Configuring QLDB Stream Resource

Since the last blog post, CloudFormation support for QLDB Streams has been released. The following basic configuration is used to set up the stream. There are a number of required properties:

InclusiveStartTime - the start date and time from which to start streaming journal data, and which cannot be in the future
KinesisConfiguration - the configuration settings for the destination Kinesis data stream, which specifies whether aggregation should be enabled and the ARN of the stream
LedgerName - the name of the ledger
RoleArn - the ARN of the IAM role to grant QLDB permission to write to data to Kinesis
StreamName - the name of the QLDB journal stream

ESQLDBStream:
  Type: AWS::QLDB::Stream
  Properties: 
    InclusiveStartTime: "2020-05-29T00:00:00Z"
    KinesisConfiguration: 
      AggregationEnabled: true
      StreamArn:
        Fn::GetAtt: [KinesisDataStream, Arn]
    LedgerName: qldb-simple-demo-dev
    RoleArn: 
      Fn::GetAtt: [QLDBStreamRole, Arn]
    StreamName: QLDBStream-elastic-${self:provider.stage}

Similar to ES, QLDB requires a service-linked role to setup the integration with Kinesis. This can be done as follows:

QLDBStreamRole:
  Type: 'AWS::IAM::Role'
  Properties:
    AssumeRolePolicyDocument:
      Version: '2012-10-17'
      Statement:
        - Effect: Allow
          Principal:
            Service:
              - qldb.amazonaws.com
          Action:
            - 'sts:AssumeRole'
    Path: /
    ManagedPolicyArns:
      - !Ref QLDBStreamManagedPolicy

QLDBStreamManagedPolicy:
  Type: 'AWS::IAM::ManagedPolicy'
  Properties:
  PolicyDocument:
    Version: '2012-10-17'
    Statement:
      - Sid: QLDBStreamKinesisESPermissions
        Effect: Allow
        Action:
          - 'kinesis:PutRecord*'
          - 'kinesis:DescribeStream'
          - 'kinesis:ListShards'
        Resource: 
          Fn::GetAtt: [licenceQldbStreamsES, Arn]

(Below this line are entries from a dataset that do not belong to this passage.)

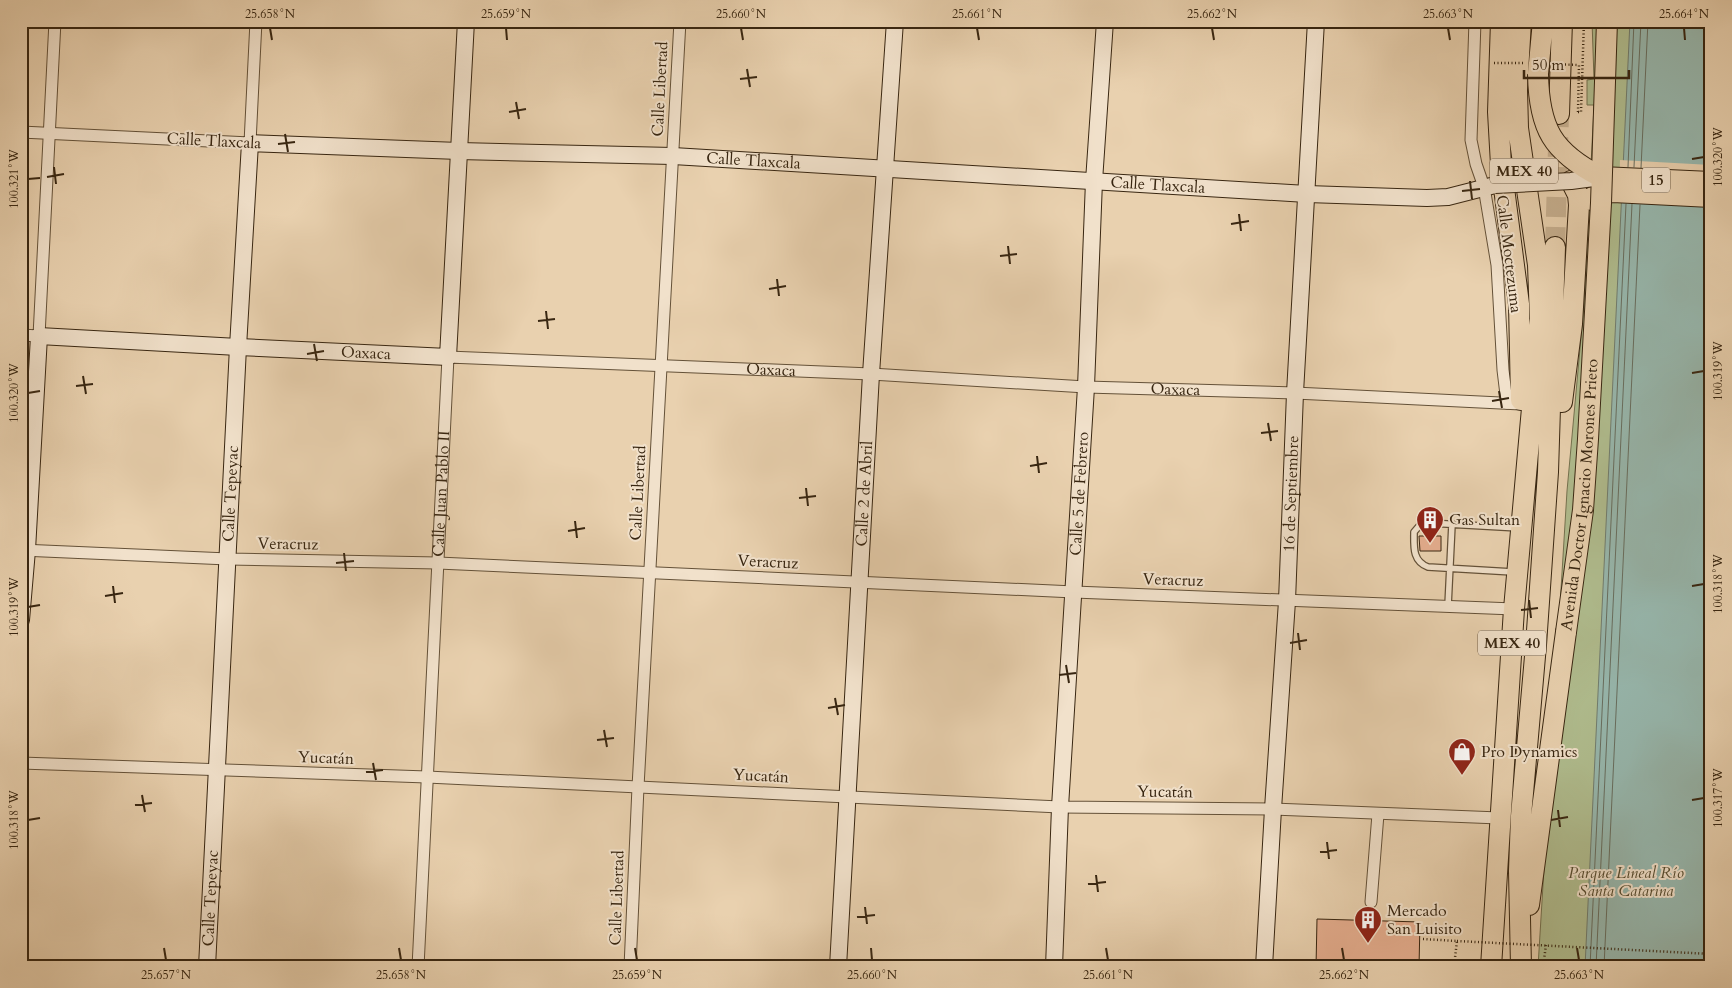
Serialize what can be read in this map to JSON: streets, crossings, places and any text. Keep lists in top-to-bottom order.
{
  "streets": {
    "highway": ["MEX 40", "15", "Avenida Doctor Ignacio Morones Prieto"],
    "street": [
      "Calle Libertad",
      "Calle Tlaxcala",
      "Calle Moctezuma",
      "Oaxaca",
      "Calle Tepeyac",
      "Calle Juan Pablo II",
      "Calle 2 de Abril",
      "Calle 5 de Febrero",
      "16 de Septiembre",
      "Veracruz",
      "Yucatán"
    ]
  },
  "crossings": [
    ["Calle Libertad", "Calle Tlaxcala"],
    ["Calle Libertad", "Oaxaca"],
    ["Calle Libertad", "Veracruz"],
    ["Calle Libertad", "Yucatán"],
    ["Calle Tlaxcala", "15"],
    ["Calle Tlaxcala", "Calle Moctezuma"],
    ["Calle Tlaxcala", "Calle Tepeyac"],
    ["Calle Tlaxcala", "Calle Juan Pablo II"],
    ["Calle Tlaxcala", "Calle 2 de Abril"],
    ["Calle Tlaxcala", "Calle 5 de Febrero"],
    ["Calle Tlaxcala", "16 de Septiembre"],
    ["MEX 40", "Avenida Doctor Ignacio Morones Prieto"],
    ["MEX 40", "Veracruz"],
    ["MEX 40", "Yucatán"],
    ["15", "Calle Moctezuma"],
    ["Calle Moctezuma", "Oaxaca"],
    ["Oaxaca", "Calle Tepeyac"],
    ["Oaxaca", "Calle Juan Pablo II"],
    ["Oaxaca", "Calle 2 de Abril"],
    ["Oaxaca", "Calle 5 de Febrero"],
    ["Oaxaca", "16 de Septiembre"],
    ["Calle Tepeyac", "Veracruz"],
    ["Calle Tepeyac", "Yucatán"],
    ["Calle Juan Pablo II", "Veracruz"],
    ["Calle Juan Pablo II", "Yucatán"],
    ["Calle 2 de Abril", "Veracruz"],
    ["Calle 2 de Abril", "Yucatán"],
    ["Calle 5 de Febrero", "Veracruz"],
    ["Calle 5 de Febrero", "Yucatán"],
    ["16 de Septiembre", "Veracruz"],
    ["16 de Septiembre", "Yucatán"]
  ],
  "parks": ["Parque Lineal Río Santa Catarina"],
  "places": {
    "building": ["Gas Sultan", "Mercado San Luisito"],
    "shop": ["Pro Dynamics"]
  },
  "scale_bar": "50 m",
  "coordinates": [
    "25.658°N",
    "25.659°N",
    "25.660°N",
    "25.661°N",
    "25.662°N",
    "25.663°N",
    "25.664°N",
    "100.320°W",
    "100.321°W",
    "100.319°W",
    "100.318°W",
    "100.317°W",
    "25.657°N"
  ]
}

Interacting with Elasticsearch

Signing requests to Elasticsearch

In some cases, you may need to sign an HTTP request for Amazon ES to accept it. AWS Lambda has an IAM role to execute the function called the execution role. This role provides the Lambda function with the credentials it needs, and they are used to sign the request. You can find more details on this in the developer guide.

The sample code I used is below:

const creds = new AWS.EnvironmentCredentials('AWS');
const request = new AWS.HttpRequest(endpoint, REGION);
request.method = httpMethod;
request.headers['Content-Type'] = 'application/json';
...
const signer = new AWS.Signers.V4(request, 'es');
signer.addAuthorization(creds, new Date());

If the wrong role is used, then the request will be rejected by ES with a message returned like the one below:

{
    "Message": "User: arn:aws:sts::{AccountId}:assumed-role/abc/xyz
    is not authorized to perform: es:ESHttpPut"
}

Creating and Updating Documents

Elasticsearch is distributed. Whenever a document is created, updated or deleted, the new version is replicated to other nodes in the cluster. Elasticsearch is also aynchronous and concurrent, and so requests may arrive out of sequence. To ensure an older version of a document doesn't update a newer version, every operation is assigned an incrementing sequence number. By default, internal versioning is used that starts at 1.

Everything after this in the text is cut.